Click the following link for more about how last year's budget legislation could impact state worker pay.
The answer appears to be yes. Here's why:
The law allows the state to withhold employee pay to the federal minimum in the absence of money appropriated for payroll. (Which is why AB 790 is a big deal. If payroll funds become continuously appropriated, the executive wouldn't have legal grounds to withhold pay during budget delays.)
Last year, as part of a package of budget bills aimed at closing the 2009-10 budget gap, lawmakers approved ABX4 12, which included an accounting gimmick that pushes June payroll costs into the July 1 start of following fiscal year:
Notwithstanding any other law, on and after January 1, 2010, payments to employees made through the Uniform State Payroll System for a pay period ending on June 30 of each year shall be on or after July 1, provided that employees shall, in any event, be paid promptly.

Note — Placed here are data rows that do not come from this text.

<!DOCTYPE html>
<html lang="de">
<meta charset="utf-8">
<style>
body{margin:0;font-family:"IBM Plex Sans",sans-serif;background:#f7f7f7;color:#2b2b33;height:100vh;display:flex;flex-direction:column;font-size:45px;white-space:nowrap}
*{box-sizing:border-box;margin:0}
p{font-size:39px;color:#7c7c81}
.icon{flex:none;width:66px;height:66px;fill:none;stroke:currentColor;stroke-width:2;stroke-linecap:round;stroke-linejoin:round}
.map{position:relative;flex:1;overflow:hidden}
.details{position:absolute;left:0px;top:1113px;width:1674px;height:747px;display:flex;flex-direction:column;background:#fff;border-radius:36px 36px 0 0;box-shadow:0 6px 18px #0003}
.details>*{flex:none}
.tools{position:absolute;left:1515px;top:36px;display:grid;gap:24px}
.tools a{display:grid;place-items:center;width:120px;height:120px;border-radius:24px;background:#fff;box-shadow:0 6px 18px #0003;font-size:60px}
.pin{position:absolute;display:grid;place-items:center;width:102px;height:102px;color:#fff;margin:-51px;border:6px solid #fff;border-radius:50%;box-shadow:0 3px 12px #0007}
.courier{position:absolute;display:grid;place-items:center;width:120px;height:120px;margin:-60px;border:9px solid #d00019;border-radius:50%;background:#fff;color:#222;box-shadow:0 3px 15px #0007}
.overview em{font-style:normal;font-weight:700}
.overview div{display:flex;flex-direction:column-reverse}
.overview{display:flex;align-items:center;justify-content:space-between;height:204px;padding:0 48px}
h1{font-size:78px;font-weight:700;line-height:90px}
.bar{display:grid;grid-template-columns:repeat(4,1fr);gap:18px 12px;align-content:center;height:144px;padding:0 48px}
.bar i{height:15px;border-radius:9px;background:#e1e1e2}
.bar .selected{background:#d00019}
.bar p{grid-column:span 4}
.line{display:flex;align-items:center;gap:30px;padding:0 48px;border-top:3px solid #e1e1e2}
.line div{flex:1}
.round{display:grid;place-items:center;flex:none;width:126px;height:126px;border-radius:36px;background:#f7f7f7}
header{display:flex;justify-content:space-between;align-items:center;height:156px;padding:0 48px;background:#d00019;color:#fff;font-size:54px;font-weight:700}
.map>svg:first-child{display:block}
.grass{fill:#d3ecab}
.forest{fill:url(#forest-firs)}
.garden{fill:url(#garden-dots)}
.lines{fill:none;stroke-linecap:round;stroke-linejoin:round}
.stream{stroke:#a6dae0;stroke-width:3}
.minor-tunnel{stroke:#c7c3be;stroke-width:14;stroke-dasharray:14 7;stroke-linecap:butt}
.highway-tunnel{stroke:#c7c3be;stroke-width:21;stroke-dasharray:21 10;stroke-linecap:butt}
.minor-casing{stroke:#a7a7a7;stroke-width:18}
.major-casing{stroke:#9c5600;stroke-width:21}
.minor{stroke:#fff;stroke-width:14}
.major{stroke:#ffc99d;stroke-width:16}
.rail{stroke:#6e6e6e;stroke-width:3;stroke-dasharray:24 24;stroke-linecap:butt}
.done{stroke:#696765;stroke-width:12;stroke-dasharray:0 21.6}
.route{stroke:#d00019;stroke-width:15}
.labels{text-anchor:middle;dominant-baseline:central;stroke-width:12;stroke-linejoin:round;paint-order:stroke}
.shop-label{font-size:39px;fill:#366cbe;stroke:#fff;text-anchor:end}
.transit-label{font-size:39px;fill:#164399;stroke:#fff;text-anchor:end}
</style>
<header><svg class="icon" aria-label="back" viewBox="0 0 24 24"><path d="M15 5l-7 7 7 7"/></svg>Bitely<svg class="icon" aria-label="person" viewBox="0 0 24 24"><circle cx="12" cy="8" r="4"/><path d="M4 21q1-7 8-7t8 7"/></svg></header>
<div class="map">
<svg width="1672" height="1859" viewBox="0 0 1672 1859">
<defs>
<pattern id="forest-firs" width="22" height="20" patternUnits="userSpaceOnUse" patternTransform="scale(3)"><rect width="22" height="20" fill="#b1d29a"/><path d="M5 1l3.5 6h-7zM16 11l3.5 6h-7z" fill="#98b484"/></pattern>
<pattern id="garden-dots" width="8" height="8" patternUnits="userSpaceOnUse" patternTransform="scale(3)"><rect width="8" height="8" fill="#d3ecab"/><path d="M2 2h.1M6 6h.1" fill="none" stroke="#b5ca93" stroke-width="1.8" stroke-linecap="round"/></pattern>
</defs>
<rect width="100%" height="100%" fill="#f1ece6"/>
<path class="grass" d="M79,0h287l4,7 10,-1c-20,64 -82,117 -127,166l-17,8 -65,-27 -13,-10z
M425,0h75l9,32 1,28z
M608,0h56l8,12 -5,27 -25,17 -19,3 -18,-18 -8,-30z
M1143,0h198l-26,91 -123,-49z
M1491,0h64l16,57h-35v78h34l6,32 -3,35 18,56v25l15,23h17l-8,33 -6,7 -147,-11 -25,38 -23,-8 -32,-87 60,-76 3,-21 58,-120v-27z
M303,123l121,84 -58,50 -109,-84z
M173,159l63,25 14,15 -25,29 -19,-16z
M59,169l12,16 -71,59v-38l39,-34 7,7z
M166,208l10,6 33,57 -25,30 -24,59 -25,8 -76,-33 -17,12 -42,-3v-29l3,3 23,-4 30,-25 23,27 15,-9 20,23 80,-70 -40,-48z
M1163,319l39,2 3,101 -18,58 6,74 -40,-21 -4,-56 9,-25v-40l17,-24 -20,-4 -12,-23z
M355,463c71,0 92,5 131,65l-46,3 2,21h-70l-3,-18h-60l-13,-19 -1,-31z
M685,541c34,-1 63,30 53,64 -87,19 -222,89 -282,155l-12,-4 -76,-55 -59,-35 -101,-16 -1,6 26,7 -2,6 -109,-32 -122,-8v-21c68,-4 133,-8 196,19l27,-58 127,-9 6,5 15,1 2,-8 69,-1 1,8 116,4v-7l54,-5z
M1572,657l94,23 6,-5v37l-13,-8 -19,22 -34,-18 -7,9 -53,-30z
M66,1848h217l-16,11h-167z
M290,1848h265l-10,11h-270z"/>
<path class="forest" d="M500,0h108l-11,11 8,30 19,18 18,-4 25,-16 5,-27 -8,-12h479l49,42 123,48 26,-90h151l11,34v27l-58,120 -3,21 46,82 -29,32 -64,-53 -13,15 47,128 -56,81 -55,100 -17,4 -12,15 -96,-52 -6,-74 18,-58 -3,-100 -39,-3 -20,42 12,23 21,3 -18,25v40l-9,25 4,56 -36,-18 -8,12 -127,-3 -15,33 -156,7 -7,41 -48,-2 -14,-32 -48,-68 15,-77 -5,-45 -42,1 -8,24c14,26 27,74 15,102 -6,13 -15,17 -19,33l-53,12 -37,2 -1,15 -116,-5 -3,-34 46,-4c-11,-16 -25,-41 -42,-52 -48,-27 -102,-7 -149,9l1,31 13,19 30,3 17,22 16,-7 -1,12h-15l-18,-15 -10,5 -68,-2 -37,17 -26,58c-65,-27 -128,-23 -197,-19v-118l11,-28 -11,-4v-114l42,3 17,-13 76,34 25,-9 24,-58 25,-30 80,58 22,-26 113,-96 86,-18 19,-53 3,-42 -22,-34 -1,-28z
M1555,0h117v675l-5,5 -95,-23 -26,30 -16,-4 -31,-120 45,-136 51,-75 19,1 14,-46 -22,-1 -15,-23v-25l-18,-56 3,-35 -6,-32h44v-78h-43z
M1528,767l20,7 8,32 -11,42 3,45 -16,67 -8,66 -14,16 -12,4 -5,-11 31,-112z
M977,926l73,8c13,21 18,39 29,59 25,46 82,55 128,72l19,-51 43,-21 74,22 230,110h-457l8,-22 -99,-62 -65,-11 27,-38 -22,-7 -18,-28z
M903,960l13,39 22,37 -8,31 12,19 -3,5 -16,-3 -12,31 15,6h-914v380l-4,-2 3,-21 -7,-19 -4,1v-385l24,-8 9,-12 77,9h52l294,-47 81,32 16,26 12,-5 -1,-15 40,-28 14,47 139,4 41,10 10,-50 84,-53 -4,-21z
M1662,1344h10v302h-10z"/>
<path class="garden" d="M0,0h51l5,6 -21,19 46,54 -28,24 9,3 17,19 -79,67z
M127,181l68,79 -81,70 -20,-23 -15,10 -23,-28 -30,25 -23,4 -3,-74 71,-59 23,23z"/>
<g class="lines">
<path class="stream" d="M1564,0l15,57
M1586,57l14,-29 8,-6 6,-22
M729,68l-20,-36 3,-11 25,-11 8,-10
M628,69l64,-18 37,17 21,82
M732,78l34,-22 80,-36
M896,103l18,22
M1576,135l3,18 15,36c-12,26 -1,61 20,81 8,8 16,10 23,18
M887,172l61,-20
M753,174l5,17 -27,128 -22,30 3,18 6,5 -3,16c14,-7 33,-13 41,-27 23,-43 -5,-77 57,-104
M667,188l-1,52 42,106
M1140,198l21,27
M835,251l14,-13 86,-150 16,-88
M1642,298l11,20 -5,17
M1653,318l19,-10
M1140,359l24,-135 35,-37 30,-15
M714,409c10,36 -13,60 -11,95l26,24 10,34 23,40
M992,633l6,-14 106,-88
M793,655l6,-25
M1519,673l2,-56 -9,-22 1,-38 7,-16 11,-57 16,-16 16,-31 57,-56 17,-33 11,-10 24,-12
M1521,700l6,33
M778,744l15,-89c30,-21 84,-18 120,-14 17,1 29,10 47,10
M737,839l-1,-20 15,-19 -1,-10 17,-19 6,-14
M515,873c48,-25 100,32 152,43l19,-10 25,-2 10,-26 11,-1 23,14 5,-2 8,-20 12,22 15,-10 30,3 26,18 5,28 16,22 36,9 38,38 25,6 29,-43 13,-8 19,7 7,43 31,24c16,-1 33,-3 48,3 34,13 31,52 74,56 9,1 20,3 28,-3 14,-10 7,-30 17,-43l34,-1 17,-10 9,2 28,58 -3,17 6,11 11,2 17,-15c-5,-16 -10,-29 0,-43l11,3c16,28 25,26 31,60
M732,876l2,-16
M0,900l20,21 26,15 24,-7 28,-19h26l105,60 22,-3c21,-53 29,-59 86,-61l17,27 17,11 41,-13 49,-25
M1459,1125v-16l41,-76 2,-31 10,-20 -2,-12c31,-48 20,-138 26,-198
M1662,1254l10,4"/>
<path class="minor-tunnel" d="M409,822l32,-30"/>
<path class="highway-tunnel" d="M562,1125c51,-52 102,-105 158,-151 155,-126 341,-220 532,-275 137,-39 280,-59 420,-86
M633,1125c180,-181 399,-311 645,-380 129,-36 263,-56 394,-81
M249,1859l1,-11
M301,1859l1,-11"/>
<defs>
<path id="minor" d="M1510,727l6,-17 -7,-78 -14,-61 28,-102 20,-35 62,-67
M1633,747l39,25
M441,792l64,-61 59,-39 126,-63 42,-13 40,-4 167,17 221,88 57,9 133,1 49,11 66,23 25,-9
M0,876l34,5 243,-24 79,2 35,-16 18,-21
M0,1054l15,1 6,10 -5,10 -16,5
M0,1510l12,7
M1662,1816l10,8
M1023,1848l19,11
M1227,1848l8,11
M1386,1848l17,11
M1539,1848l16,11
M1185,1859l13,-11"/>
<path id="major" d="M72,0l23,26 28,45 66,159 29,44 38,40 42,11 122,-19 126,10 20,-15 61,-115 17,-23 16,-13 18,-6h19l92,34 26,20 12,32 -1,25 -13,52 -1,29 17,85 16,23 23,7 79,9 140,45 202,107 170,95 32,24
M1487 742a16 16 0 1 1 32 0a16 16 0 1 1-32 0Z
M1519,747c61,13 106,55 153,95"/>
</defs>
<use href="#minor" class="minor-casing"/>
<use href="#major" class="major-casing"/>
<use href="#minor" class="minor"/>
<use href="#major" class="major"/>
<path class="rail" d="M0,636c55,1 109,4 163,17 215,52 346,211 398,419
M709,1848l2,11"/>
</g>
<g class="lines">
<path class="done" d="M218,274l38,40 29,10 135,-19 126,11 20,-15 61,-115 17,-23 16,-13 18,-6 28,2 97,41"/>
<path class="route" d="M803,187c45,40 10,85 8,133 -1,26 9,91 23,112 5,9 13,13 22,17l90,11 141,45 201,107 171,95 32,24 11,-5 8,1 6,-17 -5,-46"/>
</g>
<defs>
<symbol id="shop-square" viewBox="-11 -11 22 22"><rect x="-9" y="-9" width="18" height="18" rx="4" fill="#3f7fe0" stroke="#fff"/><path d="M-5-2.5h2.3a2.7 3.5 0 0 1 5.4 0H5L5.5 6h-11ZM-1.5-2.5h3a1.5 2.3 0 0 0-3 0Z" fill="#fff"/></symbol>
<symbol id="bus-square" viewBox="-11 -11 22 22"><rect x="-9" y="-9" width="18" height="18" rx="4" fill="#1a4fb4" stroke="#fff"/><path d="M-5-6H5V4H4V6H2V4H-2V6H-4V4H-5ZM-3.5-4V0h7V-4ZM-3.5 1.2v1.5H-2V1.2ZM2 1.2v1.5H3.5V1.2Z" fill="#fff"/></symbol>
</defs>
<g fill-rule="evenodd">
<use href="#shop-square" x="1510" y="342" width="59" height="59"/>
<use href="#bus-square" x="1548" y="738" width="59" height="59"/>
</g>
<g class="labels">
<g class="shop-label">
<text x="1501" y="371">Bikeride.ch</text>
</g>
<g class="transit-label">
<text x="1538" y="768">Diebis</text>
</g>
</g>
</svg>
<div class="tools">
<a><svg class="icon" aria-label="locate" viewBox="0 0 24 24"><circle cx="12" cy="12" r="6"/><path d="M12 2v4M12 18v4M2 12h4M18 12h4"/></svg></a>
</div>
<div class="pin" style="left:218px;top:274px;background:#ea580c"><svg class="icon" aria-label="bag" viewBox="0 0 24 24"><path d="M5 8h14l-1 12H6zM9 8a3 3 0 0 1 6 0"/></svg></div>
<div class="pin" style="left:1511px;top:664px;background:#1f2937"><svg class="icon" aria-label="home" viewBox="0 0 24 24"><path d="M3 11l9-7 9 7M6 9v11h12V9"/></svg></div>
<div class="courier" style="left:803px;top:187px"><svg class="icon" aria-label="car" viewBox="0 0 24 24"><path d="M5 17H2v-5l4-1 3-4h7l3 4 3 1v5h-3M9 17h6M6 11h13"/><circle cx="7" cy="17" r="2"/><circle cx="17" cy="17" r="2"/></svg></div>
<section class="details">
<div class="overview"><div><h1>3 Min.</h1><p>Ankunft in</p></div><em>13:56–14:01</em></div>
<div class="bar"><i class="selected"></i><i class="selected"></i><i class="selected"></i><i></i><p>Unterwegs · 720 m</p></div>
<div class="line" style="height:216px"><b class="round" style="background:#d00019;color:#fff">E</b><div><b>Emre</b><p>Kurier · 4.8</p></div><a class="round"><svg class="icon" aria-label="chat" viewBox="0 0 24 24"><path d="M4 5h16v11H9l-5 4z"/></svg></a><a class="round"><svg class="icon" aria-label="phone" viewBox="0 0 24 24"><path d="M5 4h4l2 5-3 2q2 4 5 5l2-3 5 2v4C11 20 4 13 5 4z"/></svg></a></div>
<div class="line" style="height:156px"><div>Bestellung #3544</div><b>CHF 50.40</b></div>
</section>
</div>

The Senate Appropriations analysis of AB 790 quotes that passage of the budget bill and then concludes:
This language appears to require that any minimum wage order would have to be implemented effective for the month of June since the funds would not be appropriated until the new budget is enacted.
In other words, it appears that Schwarzenegger could order pay for June withheld if lawmakers don't cut a budget deal by the June 15 legal deadline.
Whether the guy responsible for cutting the checks, Controller John Chiang, would go along with the order is another question entirely.